Climate conditions are continental and strongly and favorably differ from the dry seasonal inland climate of plains. In high mountains (higher 3000m) wintertime sets in the latter half of October. In November, January and February at low temperatures the dry snow falls out and the winds easily blow it off in valleys. At this time the snow-cover height on glaciers and in mountains is low. In March, April and May this situation sharply varies - at this time snowfalls occur at higher temperatures, and in high mountains it's collected more damp snow covering glaciers with a thick 1.5-2 m-layer of snow that lasts up to the middle of June.

Good, steady weather is usually established in the latter half of July. Optimum time for ascents - August, the first half of September.

Three Summit massif of Talgar Peak is appreciably allocated on a background of surrounding mountains. Therefore it is no wonder that the mountain was discovered by scientists in the middle of XIX century. The known mess with orography of the area and identification of its summits at approaches from the north and from the south prevented successful summit attempts for a long time. Only in 1935 a group led by Rakhimov managed to come nearer to Talgar peak having ascended from the north the shoulder of the massif and named achieved place Kopr.

In the same year, during winter time the team of 12 climbers from Almaty headed by V. Zimin reached Talgar SouthWest Summit (4860m). In February 1938, a group from Novosibirsk led by E.Alekseev ascended Talgar North Summit (5000m).

The first ascent Talgar Main Summit (5017m) through the northern top was made by a group of climbers from the Siberian city of Stalinsk (L.Kutukhtin, G.Makatrov, I.Kropotov) in 1938. And in 1940 G.Maslov, V.Pelevin and G.Makatrov traversed the massif from northeast to the southeast.

After the route on the basic summits were paved climbers began to open new more difficult lines. One of them is the interesting, very beautiful route to the North Summit via the West face climbed in 1953 by a team led by V.Pelevin. In 1955 the Talgarskaya Podkova (Horseshoe) included 12 siummits was climbed. The Peaks Karaulchatau, Chekist (Security officer), Aktau, Talgar, Kopr and Metallurg were drawn in organic whole.

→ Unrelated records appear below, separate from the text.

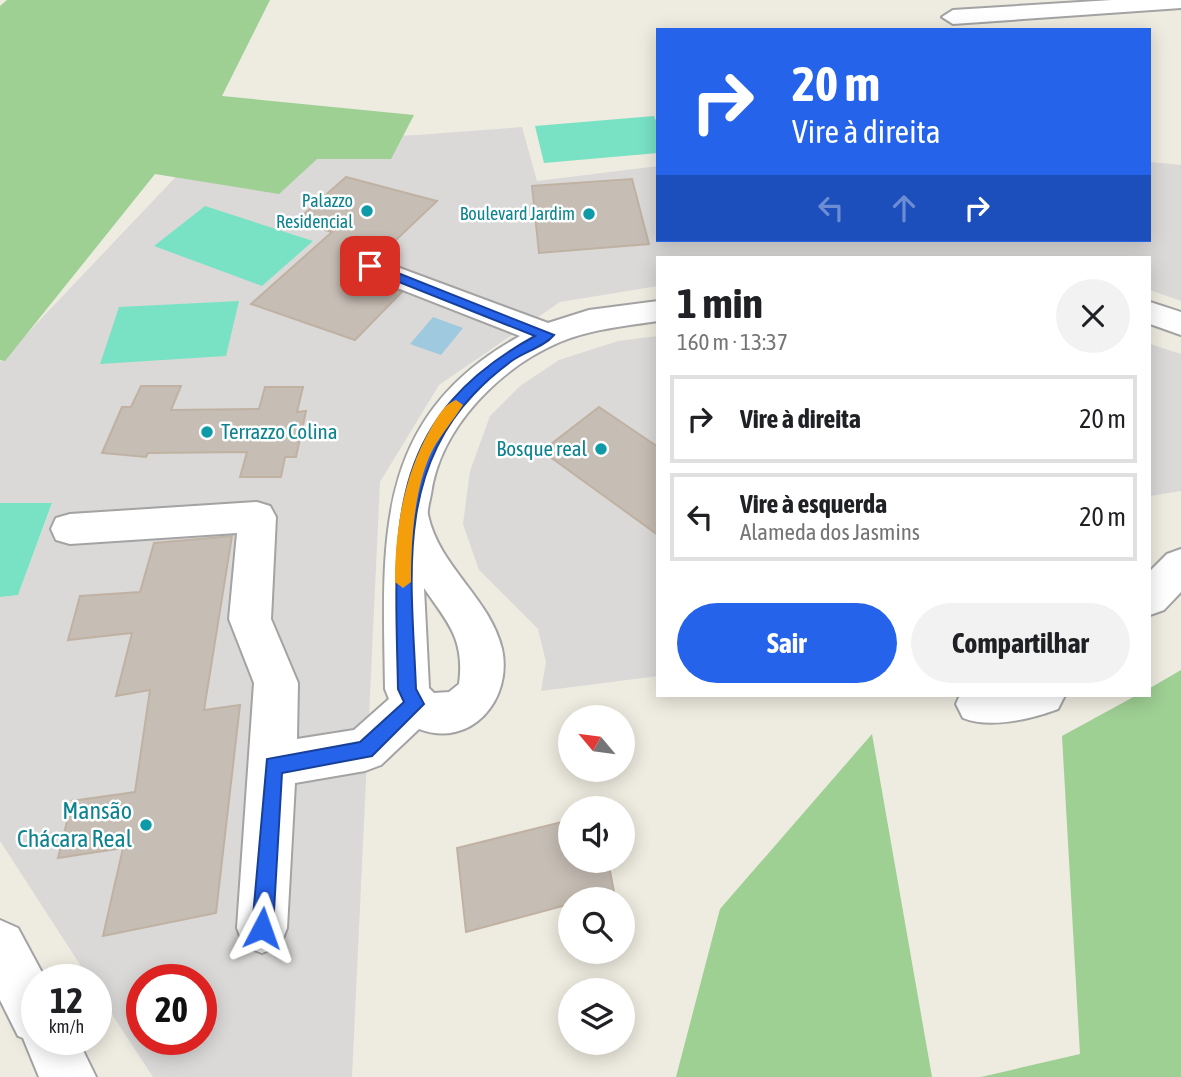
<!DOCTYPE html>
<html lang="pt">
<meta charset="utf-8">
<style>
body{margin:0;font-family:"Asap Condensed",sans-serif;background:#f2f2f2;color:#202124;height:100vh;display:flex;flex-direction:column;font-size:26px;white-space:nowrap}
*{box-sizing:border-box;margin:0}
p{font-size:23px;color:#757577}
.icon{flex:none;width:38px;height:38px;fill:none;stroke:currentColor;stroke-width:2;stroke-linecap:round;stroke-linejoin:round}
.map{position:relative;flex:1;overflow:hidden}
.sheet{position:absolute;left:656px;top:256px;width:495px;height:441px;display:flex;flex-direction:column;background:#fff;border-radius:0px;box-shadow:0 4px 18px #0003}
.sheet>*{flex:none}
.banner{position:absolute;left:656px;top:28px;width:495px;height:214px;border-radius:0px;box-shadow:0 4px 18px #0003;background:#2563eb;color:#fff;overflow:hidden}
.needle{width:46px;rotate:299deg}
.fabs{position:absolute;left:558px;top:705px;display:grid;gap:14px}
.fabs a{display:grid;place-items:center;width:77px;height:77px;border-radius:50%;background:#fff;box-shadow:0 4px 18px #0003;font-size:35px}
.speed{position:absolute;left:21px;top:964px;display:flex;gap:14px;font-size:35px;font-weight:700;text-align:center}
.speed>*{display:grid;place-content:center;width:91px;height:91px;border-radius:50%;background:#fff;box-shadow:0 4px 18px #0003;line-height:1}
.speed small{font-size:18px;font-weight:400}
.speed .limit{border:10px solid #d22;background:#fff;color:#111}
.pin{position:absolute;display:grid;place-items:center;width:60px;height:60px;color:#fff;margin:-30px;border-radius:14px;box-shadow:0 4px 10px #0006}
.me{position:absolute;width:77px;margin:-38px;rotate:4deg;stroke-linejoin:round;filter:drop-shadow(0 0 5px #0008)}
.turn{display:flex;align-items:center;gap:24px;height:147px;padding:0 21px;font-size:32px}
.turn .icon{width:91px;height:91px;stroke-width:2.5}
.turn b{display:block;font-size:49px;line-height:60px}
.lanes{display:flex;align-items:center;height:66px;padding:0 21px;background:#0003;justify-content:center;gap:35px;direction:ltr}
.lanes .off{opacity:.35}
.round{display:grid;place-items:center;flex:none;width:74px;height:74px;border-radius:37px;background:#f2f2f2}
.summary{display:flex;align-items:center;justify-content:space-between;height:119px;padding:0 21px}
h1{font-size:42px;font-weight:700;line-height:52px}
.action{display:flex;gap:14px;margin-top:auto;padding:14px 21px}
.action a{flex:1;height:80px;border-radius:42px;background:#2563eb;color:#fff;font-size:28px;font-weight:700;line-height:80px;text-align:center}
.action a+a{background:#f2f2f2;color:#202124}
ul{padding:0;list-style:none}
li{display:flex;align-items:center;gap:21px;height:88px;margin:0 14px 10px;padding:0 7px;border:4px solid #e0e0e0;border-radius:0px}
li div{flex:1}
li b{display:block;font-size:26px}
li em{font-style:normal}
.map>svg:first-child{display:block}
.residential{fill:#dad9d8;fill-rule:evenodd}
.forest{fill:#9ecf93}
.pitch{fill:#79e2c4}
.water{fill:#9ec9de}
.building{fill:#c6bdb4;stroke:#c0b2a2;stroke-width:2}
.lines{fill:none;stroke-linecap:round;stroke-linejoin:round}
.minor-casing{stroke:#a3a3a3;stroke-width:4}
.minor{fill:#fff;fill-rule:evenodd}
.route{fill:#2563eb;stroke:#184099;stroke-width:2}
.slow{fill:#f59e0b}
.culture-dot{fill:#0f9aa8;stroke:#fff;stroke-width:2.5}
.labels{text-anchor:middle;stroke-width:5;stroke-linejoin:round;paint-order:stroke}
.far-culture-label{font-size:18px;fill:#0d838f;stroke:#fff;text-anchor:end}
.culture-label{font-size:21px;fill:#0d838f;stroke:#fff;text-anchor:start}
.near-culture-label{font-size:24px;fill:#0d838f;stroke:#fff;text-anchor:end}
</style>
<div class="map">
<svg width="1181" height="1077" viewBox="0 0 1181 1077">
<rect width="100%" height="100%" fill="#eeebe0"/>
<!-- residential -->
<g class="residential">
<path d="M 522,127 L 537,181 L 658,166 L 658,240 L 1150,240 L 1150,162 L 1181,165 L 1181,301 L 1150,290 L 1150,257 L 658,257 L 658,286 L 560,302 L 439,385 L 380,482 L 352,1077 L 153,1077 L 96,990 L 96,980 L 90,980 L 0,841 L 0,597 L 18,595 L 52,504 L 0,503 L 0,362 L 207,144 L 417,135 ZM 142,980 L 201,980 L 201,1040 L 142,1040 Z"/>
<polygon points="658,336 658,676 541,691 546,662 538,629 479,570 463,524 470,471 490,416 520,386 559,360 618,341"/>
<polygon points="1150,344 1181,354 1181,491 1150,496"/>
</g>
<!-- forest -->
<g class="forest">
<polygon points="7,0 270,0 222,96 414,115 391,159 317,159 279,194 155,174 5,361 0,360 0,6"/>
<polygon points="1181,670 1181,1077 981,1077 1080,1054 1062,736 1137,695 1150,695 1150,688"/>
<polygon points="872,734 932,1077 676,1077 720,909"/>
</g>
<!-- pitch -->
<g class="pitch">
<polygon points="654,116 658,126 658,153 544,163 535,126"/>
<polygon points="205,206 313,241 262,286 154,246"/>
<polygon points="239,301 226,356 100,364 119,307"/>
<polygon points="0,503 52,503 18,595 0,597"/>
</g>
<!-- water -->
<polygon class="water" points="433,317 463,328 441,355 410,344"/>
<!-- building -->
<g class="building">
<polygon points="346,177 437,201 378,257 370,254 357,258 353,267 358,275 402,292 355,340 251,304 332,232 296,221"/>
<polygon points="632,179 649,244 539,253 532,186"/>
<polygon points="141,386 181,386 171,410 259,409 265,387 303,387 297,412 306,411 296,457 285,457 281,477 240,477 247,452 148,453 146,457 102,453 122,407 131,407"/>
<polygon points="599,407 658,447 658,535 542,451"/>
<polygon points="232,536 204,710 240,705 216,913 103,936 123,848 58,858 72,801 135,792 150,690 116,696 132,633 68,640 80,596 140,592 154,543"/>
<polygon points="570,820 570,861 608,861 614,892 586,900 570,900 570,904 466,932 457,848"/>
</g>
<g class="lines">
<defs>
<g id="minor">
<polygon points="1112,0 1181,0 1181,8 953,24 942,17 953,10"/>
<path d="M 370,257 L 548,323 L 589,310 L 658,301 L 658,321 C 625,326 591,329 560,342 C 499,368 440,428 431,494 C 430,500 427,509 428,515 C 439,567 490,598 502,649 C 513,699 471,749 419,729 L 381,765 L 365,771 L 295,783 L 287,928 L 280,946 L 262,953 L 244,946 L 237,928 L 254,683 L 229,619 L 237,533 L 70,544 L 56,540 L 51,529 L 56,518 L 70,514 L 257,502 L 270,506 L 276,517 L 271,619 L 298,683 L 297,739 L 354,730 L 389,699 L 385,689 C 383,542 371,418 520,336 L 359,273 L 355,266 L 359,259 ZM 424,588 C 448,623 465,639 459,684 L 449,692 L 434,693 L 429,688 Z"/>
<polygon points="1150,302 1181,312 1181,335 1150,324"/>
<polygon points="1181,549 1181,592 1164,610 1150,615 1150,571 1167,554"/>
<path d="M 960,695 L 1065,695 L 1058,709 C 1031,719 990,729 963,718 L 956,704 Z"/>
<polygon points="0,920 18,928 46,980 37,980 37,1040 78,1040 96,1077 39,1077 23,1038 18,1036 0,1000"/>
</g>
</defs>
<!-- minor casing -->
<use href="#minor" class="minor-casing"/>
<!-- minor -->
<use href="#minor" class="minor"/>
</g>
<!-- route -->
<path class="route" d="M 370,262 L 554,335 C 544,347 526,351 513,360 C 499,370 484,383 473,395 C 395,477 412,585 416,689 L 424,704 L 372,756 L 282,773 L 273,928 L 270,935 L 262,939 L 255,935 L 252,928 L 267,759 L 360,742 L 404,702 L 398,689 C 395,534 380,421 535,336 L 366,269 L 364,266 Z"/>
<!-- slow -->
<path class="slow" d="M 456,400 L 463,405 C 453,421 441,434 432,451 C 414,488 411,541 411,582 L 403,588 L 395,582 C 395,528 404,475 431,428 C 437,418 444,404 456,400 Z"/>
<!-- markers -->
<g class="culture-dot">
<circle cx="367" cy="211" r="7"/>
<circle cx="589" cy="214" r="7"/>
<circle cx="207" cy="432" r="7"/>
<circle cx="601" cy="449" r="7"/>
<circle cx="146" cy="825" r="7"/>
</g>
<g class="labels">
<!-- far-culture labels -->
<g class="far-culture-label">
<text x="353" y="207">Palazzo<tspan x="353" dy="21">Residencial</tspan></text>
<text x="575" y="220">Boulevard Jardim</text>
</g>
<!-- culture labels -->
<g class="culture-label">
<text x="221" y="439">Terrazzo Colina</text>
<text x="587" y="456" text-anchor="end">Bosque real</text>
</g>
<!-- near-culture labels -->
<g class="near-culture-label">
<text x="132" y="819">Mansão<tspan x="132" dy="28">Chácara Real</tspan></text>
</g>
</g>
</svg>
<div class="fabs">
<a><svg class="needle" viewBox="-14 -14 28 28"><path d="M0-13l5 13h-10z" fill="#e53935"/><path d="M0 13l5-13h-10z" fill="#757577"/></svg></a>
<a><svg class="icon" aria-label="sound" viewBox="0 0 24 24"><path d="M4 9h4l5-4v14l-5-4H4zM17 9q2 3 0 6"/></svg></a>
<a><svg class="icon" aria-label="search" viewBox="0 0 24 24"><circle cx="10" cy="10" r="6"/><path d="M15 15l6 6"/></svg></a>
<a><svg class="icon" aria-label="layers" viewBox="0 0 24 24"><path d="M12 4l9 5-9 5-9-5zM3 14l9 5 9-5"/></svg></a>
</div>
<div class="speed"><div>12<small>km/h</small></div><div class="limit">20</div></div>
<div class="pin" style="left:370px;top:266px;background:#d93025"><svg class="icon" aria-label="arrive" viewBox="0 0 24 24"><path d="M6 21V4h12l-3 4 3 4H6"/></svg></div>
<svg class="me" style="left:262px;top:928px" viewBox="-20 -20 40 40"><path d="M0-17L14 15 0 8-14 15z" fill="#2563eb" stroke="#fff" stroke-width="4"/></svg>
<div class="banner">
<div class="turn"><svg class="icon" aria-label="right" viewBox="0 0 24 24"><path d="M7 20v-9h11M14 6l5 5-5 5"/></svg><div><b>20 m</b>Vire à direita</div></div>
<div class="lanes"><svg class="icon off" aria-label="left" viewBox="0 0 24 24"><path d="M17 20v-9H6M10 6l-5 5 5 5"/></svg><svg class="icon off" aria-label="ahead" viewBox="0 0 24 24"><path d="M12 20V5M6 11l6-6 6 6"/></svg><svg class="icon" aria-label="right" viewBox="0 0 24 24"><path d="M7 20v-9h11M14 6l5 5-5 5"/></svg></div>
</div>
<section class="sheet">
<div class="summary"><div><h1>1 min</h1><p>160 m · 13:37</p></div><a class="round"><svg class="icon" aria-label="close" viewBox="0 0 24 24"><path d="M6 6l12 12M18 6L6 18"/></svg></a></div>
<ul>
<li><svg class="icon" aria-label="right" viewBox="0 0 24 24"><path d="M7 20v-9h11M14 6l5 5-5 5"/></svg><div><b>Vire à direita</b></div><em>20 m</em></li>
<li><svg class="icon" aria-label="left" viewBox="0 0 24 24"><path d="M17 20v-9H6M10 6l-5 5 5 5"/></svg><div><b>Vire à esquerda</b><p>Alameda dos Jasmins</p></div><em>20 m</em></li>
</ul>
<div class="action"><a>Sair</a><a>Compartilhar</a></div>
</section>
</div>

In 1958 a team led by Snesarev climbed one of the most complicated routes for today on Talgar Peak South Summit via West Face. Later two more routes 5B-graded appeared there: in 1966 sent by M.Akimenkov's team and in 1978 I.Meshkov's team.

The Talgar area won popular affections among climbers right from the very beginning of its development. Since 1939 in gorge of the river Sredny (Average) Talgar, in a distance of 9km from its mouth the mountaineering camp, initially named "Metallurgist" (later renamed in "Talgar") was settled down and existed practically till 1990. For this time 11 new routes were laid up to the Talgar Summits and plenty of beautiful and various routes on neighboring mountains: Metallurg (4600m), Kopr (4631m), Chekist (4550m), Aktau (4686m), Sportivnaya (4117m), Karaulchatau (4504m).

The most accessible route on the main top of Talgar Peak is a route from Korzhenevsky glacier on the southeast slope, first climbed by a group led by colonel Gorin in 1940. It is possible to approach to the beginning of this route from the gorge of the river Issyk, through Kokbulak pass or from Sredny (Average) Talgar through Surovy (Severe) pass.

Also there is an interesting and accessible route on an ice buttress from Southern Talgar glacier.

During the period 1992-2003 the Talgar area was rather seldom visited by climbers probably because of difficulties with entrance in the Almaty reserve opened in 1993 or because of its relative remoteness from the road. Now the interest to this beautiful area began to be shown up with new force as formalities to pass in Almaty reserve were simplified, and it takes only 5-6 hours to walk 9 km from the end of the road up to the glade where the mountaineering camp was throwing open the gates of climbing some time ago.